As first conceived, the twice-yearly Strategic Economic Dialogue meetings between the U.S. and China were meant to be high-minded affairs, where long-term, structural issues of interest to both countries would be thoughtfully discussed. But no matter how much U.S. Treasury Secretary Henry Paulson and Chinese Vice Premier Wu Yi try to cast this week's summit as an intellectual exercise, the main issue confronting them is by no means academic. China's trade surplus with the rest of the world is now at a projected $400 billion, and there is no sign that it is going to shrink anytime soon. The surplus this year will be well above 10 percent of China's total economy, a level more typical of a small Persian Gulf oil exporter than the third largest trading nation in the world.
The global trading system has a built-in mechanism, of course, to deal with a country whose trade accounts get seriously out of whack with the rest of the world: currencies adjust in value against each other. China, with its surpluses, should see the renminbi go up over time, while the U.S. (with its enormous deficits) should see the dollar decline. But China has defied this system by clinging to a more or less fixed exchange rate. It has, after all, served the country well: the cheap RMB has encouraged the development of China's export-led industries, and attracted foreign capital to build factories. As long as the currency is vastly undervalued against the dollar and the Euro and few economists believe it's not that will continue, only increasing the trade surplus.
There is little sign that things will change. On May 18, in advance of the talks in Washington, China announced a token increase in the range in which it will allow the RMB to trade against the dollar. Beijing also raised interest rates and increased the amount of capital banks need to keep in reserve both moves intended to slow China's breakneck economy. On Monday, Beijing also announced it was taking a 10 percent stake in the Blackstone Group, the big U.S. private equity firm that is about to go public on the New York Stock exchange, indicating that Beijing would like to earn a slightly better return on at least some of its $1.2 trillion (and climbing) in foreign exchange reserves. But at $3 billion, the Blackstone investment is really just a drop in the bucket, while the economy-slowing moves on Friday may on balance serve to increase China's ongoing trade deficit by depressing its appetite for imports. Taken together, they signal Beijing's conviction that only ever-so-slow changes to the status quo are acceptable.

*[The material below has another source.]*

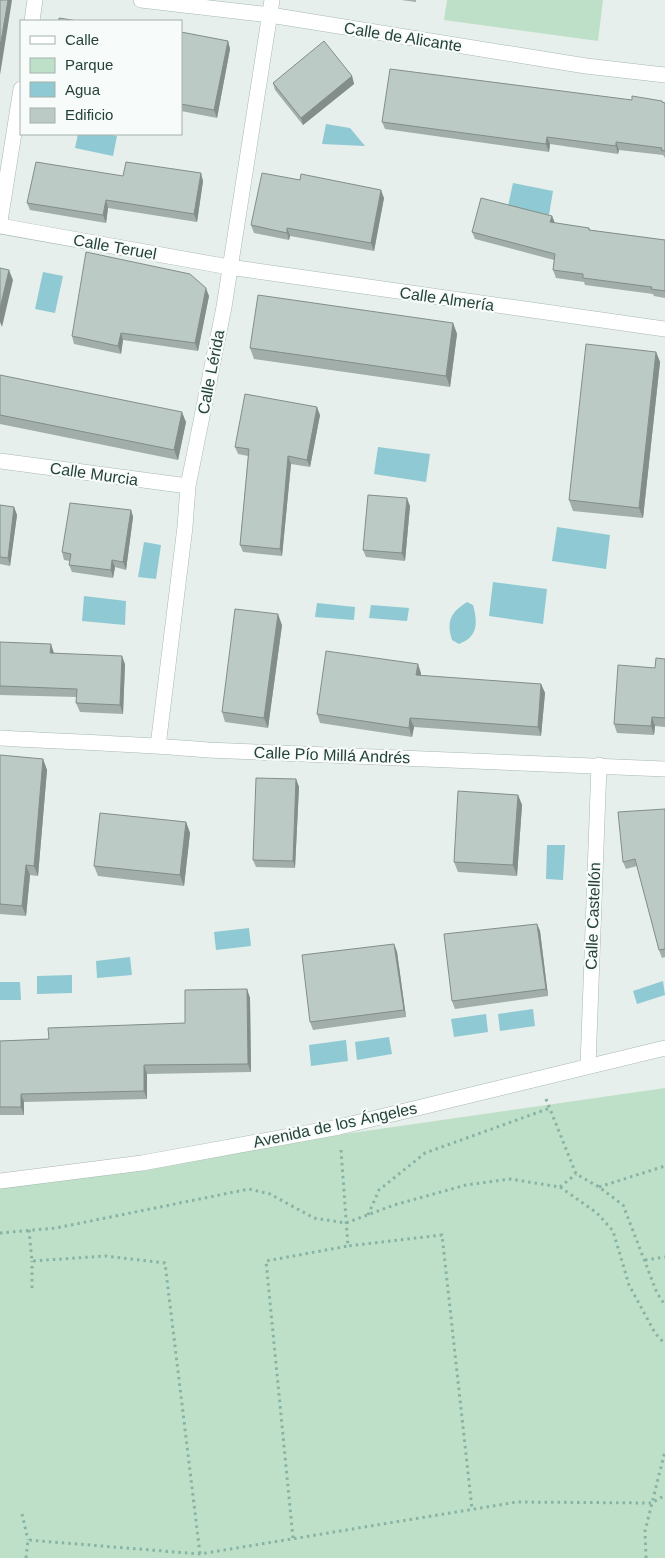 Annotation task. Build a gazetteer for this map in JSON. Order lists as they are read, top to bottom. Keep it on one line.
{"streets":{"street":["Calle de Alicante","Calle Teruel","Calle Almería","Calle Lérida","Calle Murcia","Calle Pío Millá Andrés","Calle Castellón","Avenida de los Ángeles"]},"crossings":[["Calle de Alicante","Calle Lérida"],["Calle Teruel","Calle Almería"],["Calle Teruel","Calle Lérida"],["Calle Almería","Calle Lérida"],["Calle Lérida","Calle Murcia"],["Calle Lérida","Calle Pío Millá Andrés"],["Calle Pío Millá Andrés","Calle Castellón"],["Calle Castellón","Avenida de los Ángeles"]],"legend":["Calle","Parque","Agua","Edificio"]} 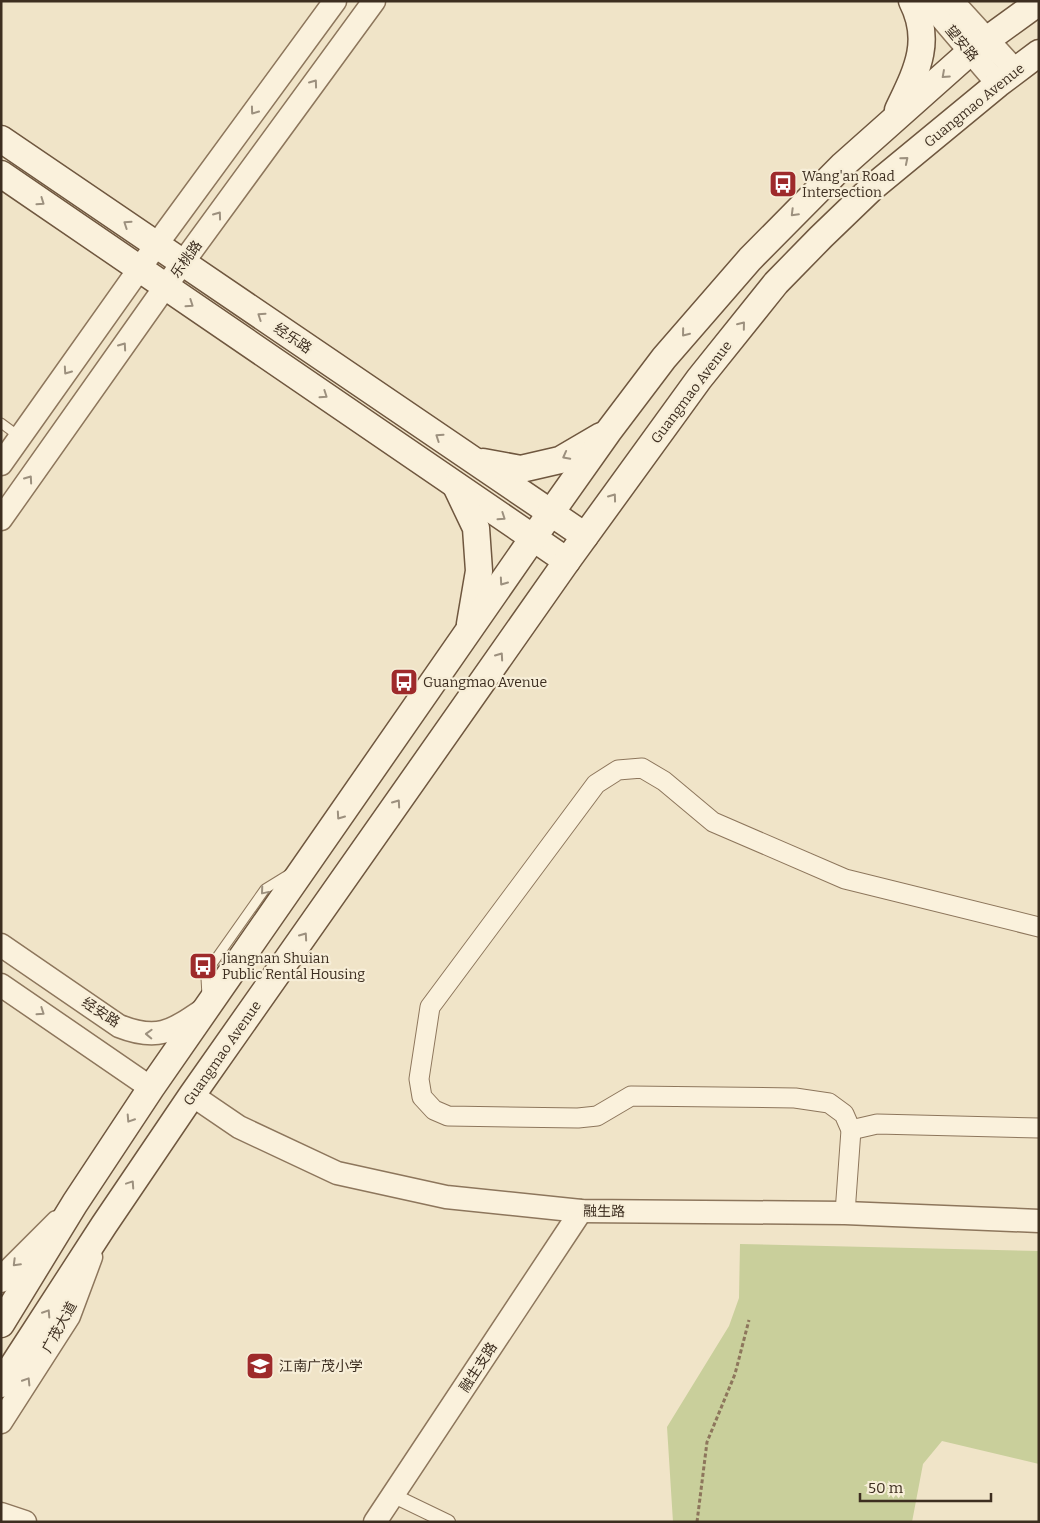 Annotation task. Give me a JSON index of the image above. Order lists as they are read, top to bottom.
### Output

By contrast, many economists believe the only mechanism to address the global trade imbalance is a large, one-off currency revaluation in Beijing, increasing the value of the RMB significantly and enduring the domestic economic pain this would cause. More than anything, this would show the world Beijing is serious about being a responsible player in the global trading system. It would also help defuse the mounting antagonism in Washington and other foreign capitals over the trade issue.
This is critical. So far, the trade relationship with China has been a minor issue on the political landscape, largely because U.S. unemployment is very low. But the economy is slowing, and an election year looms. If the U.S. economy stumbles, China will be the biggest, fattest target on which to pin the blame. Meanwhile, China will likely continue recycling its massive foreign reserves, possibly making itself an even bigger target by going on a buying spree similar to Japan's in the late 1980s and early '90s: Japan buys Hollywood! Japan buys Pebble Beach! Japan buys Rockefeller Center! Remember too, Japan was an ally; the idea of a traditionally antagonistic (and, nominally, Communist) nation buying up U.S. assets won't likely sit well with American voters. Already one major acquisition the attempted 2005 takeover of U.S. energy firm UNOCAL by a Chinese oil company was nixed following political outcry. What will China try to snap up next?
For the time being, at least, Beijing will continue to be a buyer of U.S. Treasury debt, helping keep interest rates low and the U.S. economy out of recession. But Paulson must know that the current trade relationship with China is seriously out of whack, and that something needs to give on the currency front sooner rather than later. He will no doubt try his best to persuade China that it is in its own interest to move faster much faster on the currency front this week. Whether China will listen is another matter.